I actually did check the car over and the cruise control stalk was there. I'm no expert on every minor detail and had no reason to believe the cruise wasn't adaptive. It's not quite the same as checking for a CD player, or MMI. By going to an Audi dealership you'd expect what they advertise to be correct, afterall they had the car sitting outside.....


----------



## hooting_owl (Sep 3, 2008)

blimey - they are offering you a refund and your PX back. what more do you want?

give claims direct a call and see if they can sort you out with some compensation for the distress caused.

it seems the dealer has made an honest mistake. it happens. you're disappointed. if adaptive cruise was that important to you, you would want to return the car. as i read it, you would settle for 900 notes off the price you paid for the car. that is not reasonable.

accept the offer the dealer is making to either retrofit if possible (unlikely) or take the refund. they may also make an offer of a free service or two if retrofit is not possible.

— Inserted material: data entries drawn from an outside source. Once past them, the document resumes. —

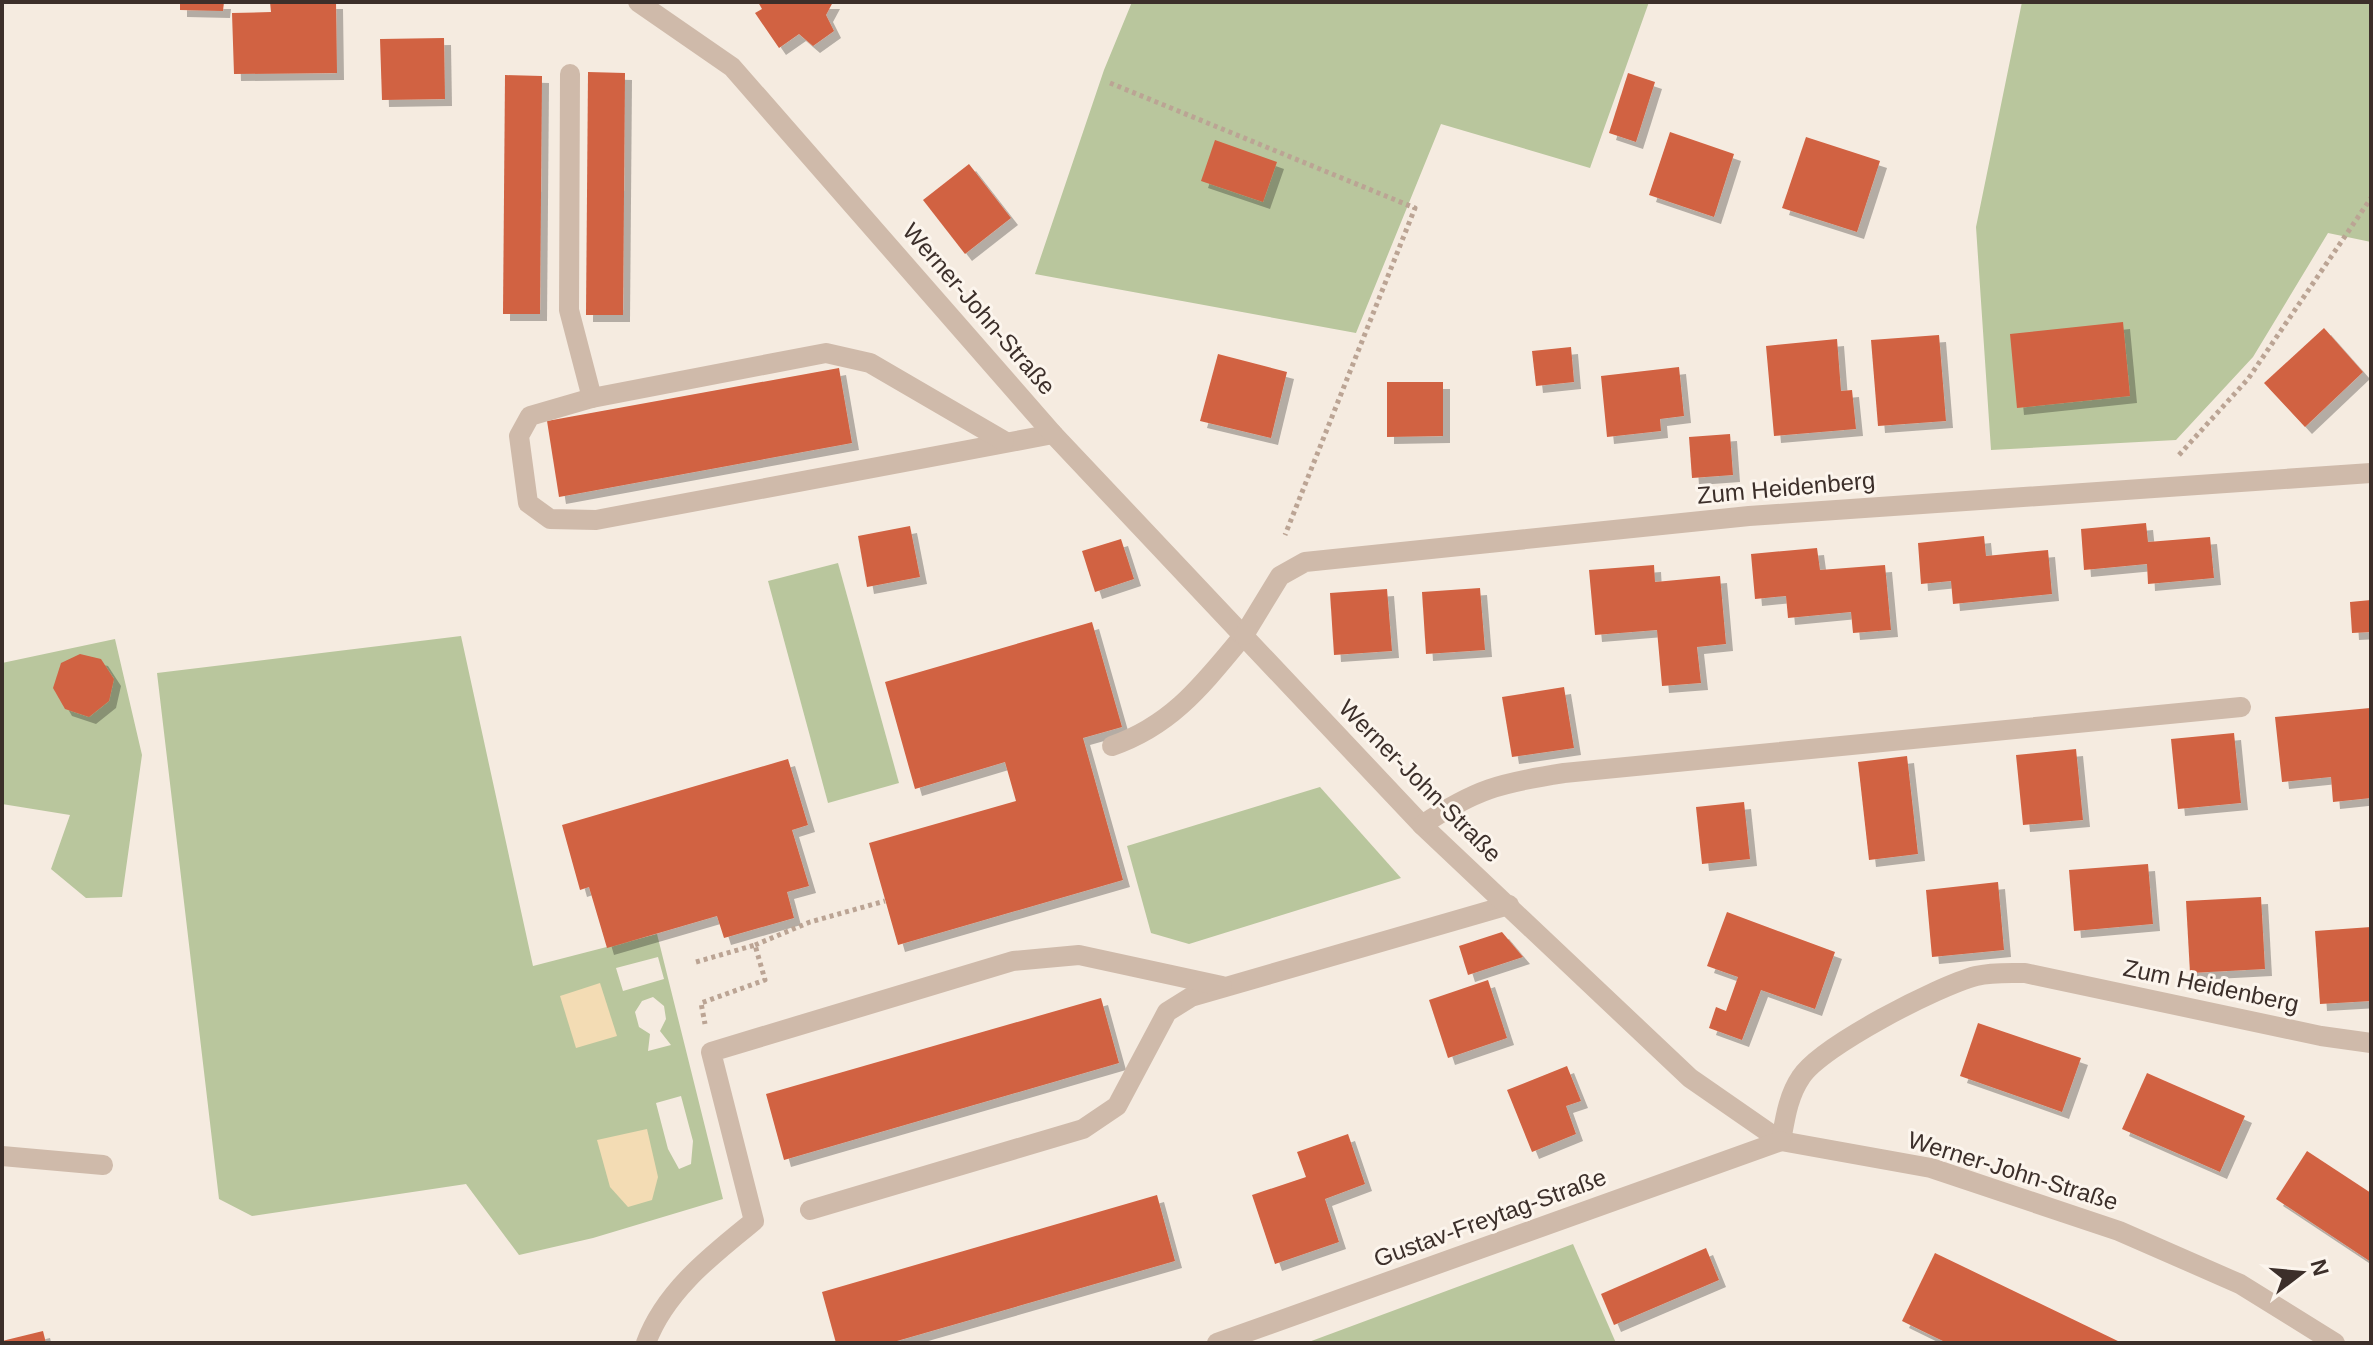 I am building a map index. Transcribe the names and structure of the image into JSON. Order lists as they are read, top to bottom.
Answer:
{
  "streets": {
    "street": ["Werner-John-Straße", "Zum Heidenberg", "Gustav-Freytag-Straße"]
  },
  "crossings": [
    ["Werner-John-Straße", "Zum Heidenberg"],
    ["Werner-John-Straße", "Gustav-Freytag-Straße"],
    ["Zum Heidenberg", "Gustav-Freytag-Straße"]
  ],
  "north": "right"
}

sorry if i am sounding harsh


----------



## mrlossy (Sep 27, 2009)

hooting_owl said:


> blimey - they are offering you a refund and your PX back. what more do you want?
> 
> give claims direct a call and see if they can sort you out with some compensation for the distress caused.
> 
> ...


You seem a bit of a soft touch.... Not harsh.... So by Monday i'll have been without a car for three days, been mis sold a £35K S4, given Audi my TT and changed all the wheels, removed all the stereo etc, changed my private plate, cancelled and purchased new insurance and I should just be grateful for a refund.... err, I don't think so....

Don't get me wrong, I'll be happy to keep the car, but I'd want some form of discount to cover for the £930 extra that I paid for that isn't there......

And as for "an honest mistake", I think most mistakes are probably honest, but if I was advertising my car, say on Ebay for £35K I'm sure I'd know exactly what spec it had and wouldn't list something it didn't.

From directgov

"If you can show that the vehicle did not match the description the seller gave you, you will have a claim against them, even if the seller believed the description to be true. It will strengthen your claim if you have written proof of the false description, for example, a newspaper advertisement. A false description which was only made verbally and not in writing will be much harder to prove, unless someone else was present who can act as a witness."


----------



## clived (May 6, 2002)

Is adaptive cruise control really the massive deal for you that you're making out?

If so, then your choice is simple. Get your money and your car back, plus a consideration for the one material cost you seem to have incurred, which is new tyres, taking into account the fact that if you intend to re-p/x your car, it will need new tyres in any case, so you haven't suffered a loss, just incurred a cost you were going to incur in any case. If you're still planning to buy another Audi get the dealership to commit to honour your p/x price on your next car. If the next one you choose doesn't have adaptive cruise, expect the dealership to be less sympathetic towards you forever more!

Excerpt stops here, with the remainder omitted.